Saved data entries:
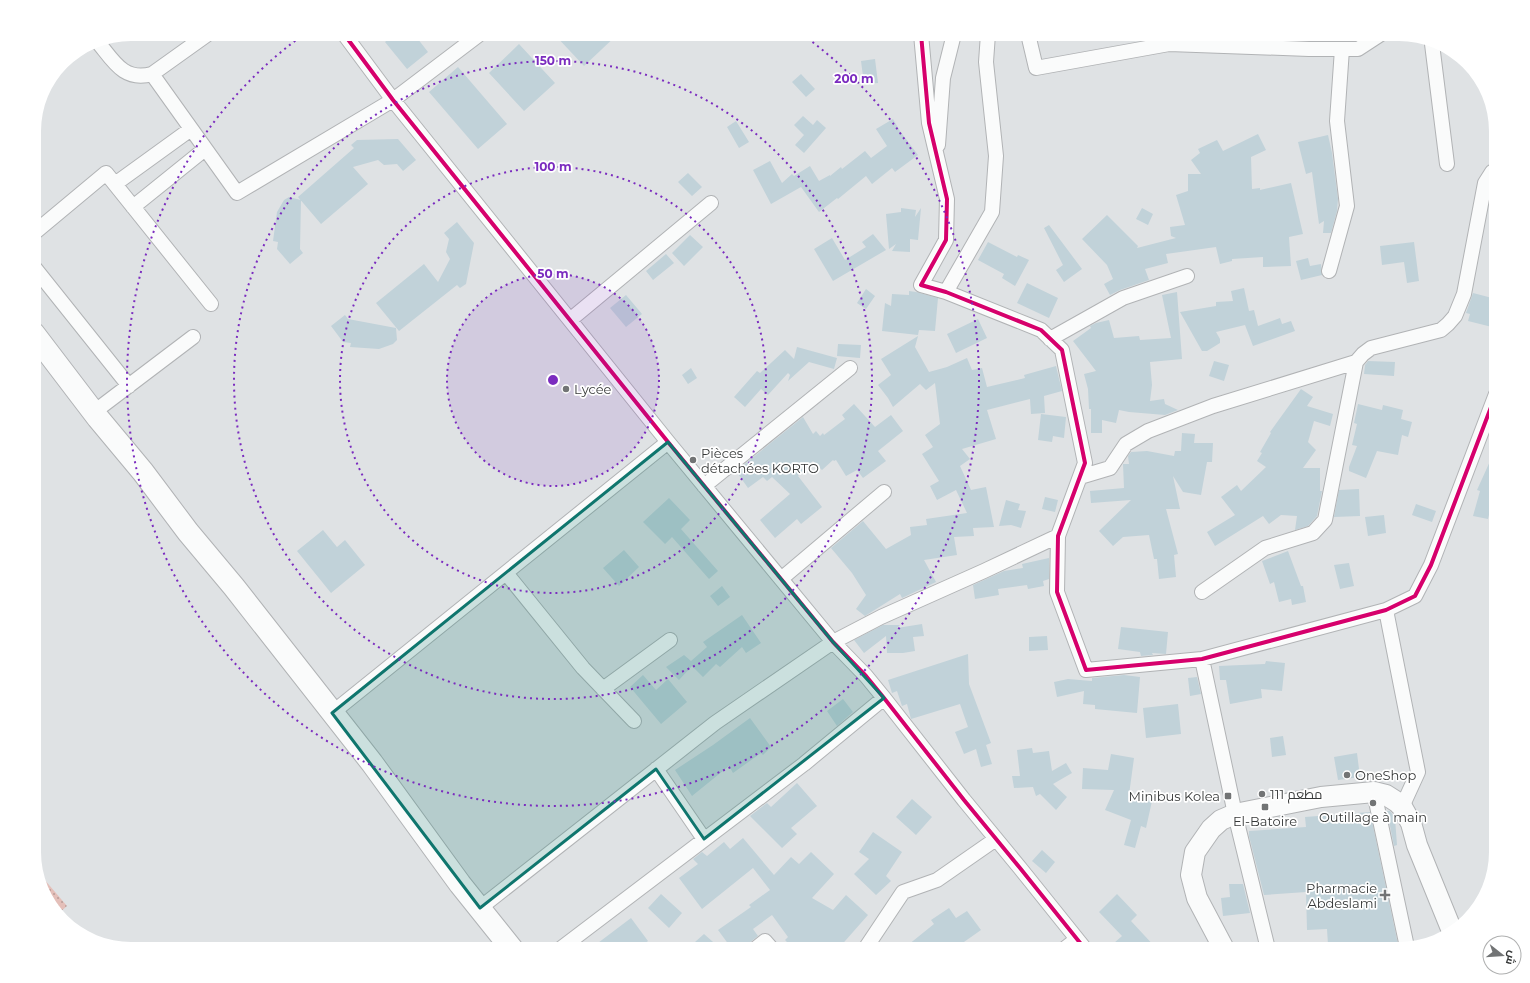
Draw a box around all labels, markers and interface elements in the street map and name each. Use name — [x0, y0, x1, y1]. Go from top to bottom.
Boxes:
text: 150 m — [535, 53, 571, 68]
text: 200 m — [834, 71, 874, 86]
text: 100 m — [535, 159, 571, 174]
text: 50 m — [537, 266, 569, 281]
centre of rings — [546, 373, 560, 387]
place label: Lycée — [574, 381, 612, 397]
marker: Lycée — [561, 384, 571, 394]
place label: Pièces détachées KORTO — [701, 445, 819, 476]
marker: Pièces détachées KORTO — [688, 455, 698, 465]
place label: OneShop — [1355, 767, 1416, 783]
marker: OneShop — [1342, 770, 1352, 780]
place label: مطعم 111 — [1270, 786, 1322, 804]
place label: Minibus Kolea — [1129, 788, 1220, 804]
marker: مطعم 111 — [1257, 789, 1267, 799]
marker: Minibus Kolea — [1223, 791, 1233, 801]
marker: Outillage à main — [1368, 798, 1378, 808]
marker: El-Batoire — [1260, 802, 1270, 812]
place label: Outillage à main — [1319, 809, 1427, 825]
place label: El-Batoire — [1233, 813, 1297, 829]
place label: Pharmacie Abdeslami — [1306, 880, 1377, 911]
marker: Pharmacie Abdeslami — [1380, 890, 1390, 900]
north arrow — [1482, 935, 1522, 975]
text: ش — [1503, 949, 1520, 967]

## Directions
Each line above should be output exactly, apart from the pictures.

## Task output
Draw a box around all labels, markers and interface elements in the street map and name each. Use name — [x0, y0, x1, y1]. Go from top to bottom.
Boxes:
text: 150 m — [535, 53, 571, 68]
text: 200 m — [834, 71, 874, 86]
text: 100 m — [535, 159, 571, 174]
text: 50 m — [537, 266, 569, 281]
centre of rings — [546, 373, 560, 387]
place label: Lycée — [574, 381, 612, 397]
marker: Lycée — [561, 384, 571, 394]
place label: Pièces détachées KORTO — [701, 445, 819, 476]
marker: Pièces détachées KORTO — [688, 455, 698, 465]
place label: OneShop — [1355, 767, 1416, 783]
marker: OneShop — [1342, 770, 1352, 780]
place label: مطعم 111 — [1270, 786, 1322, 804]
place label: Minibus Kolea — [1129, 788, 1220, 804]
marker: مطعم 111 — [1257, 789, 1267, 799]
marker: Minibus Kolea — [1223, 791, 1233, 801]
marker: Outillage à main — [1368, 798, 1378, 808]
marker: El-Batoire — [1260, 802, 1270, 812]
place label: Outillage à main — [1319, 809, 1427, 825]
place label: El-Batoire — [1233, 813, 1297, 829]
place label: Pharmacie Abdeslami — [1306, 880, 1377, 911]
marker: Pharmacie Abdeslami — [1380, 890, 1390, 900]
north arrow — [1482, 935, 1522, 975]
text: ش — [1503, 949, 1520, 967]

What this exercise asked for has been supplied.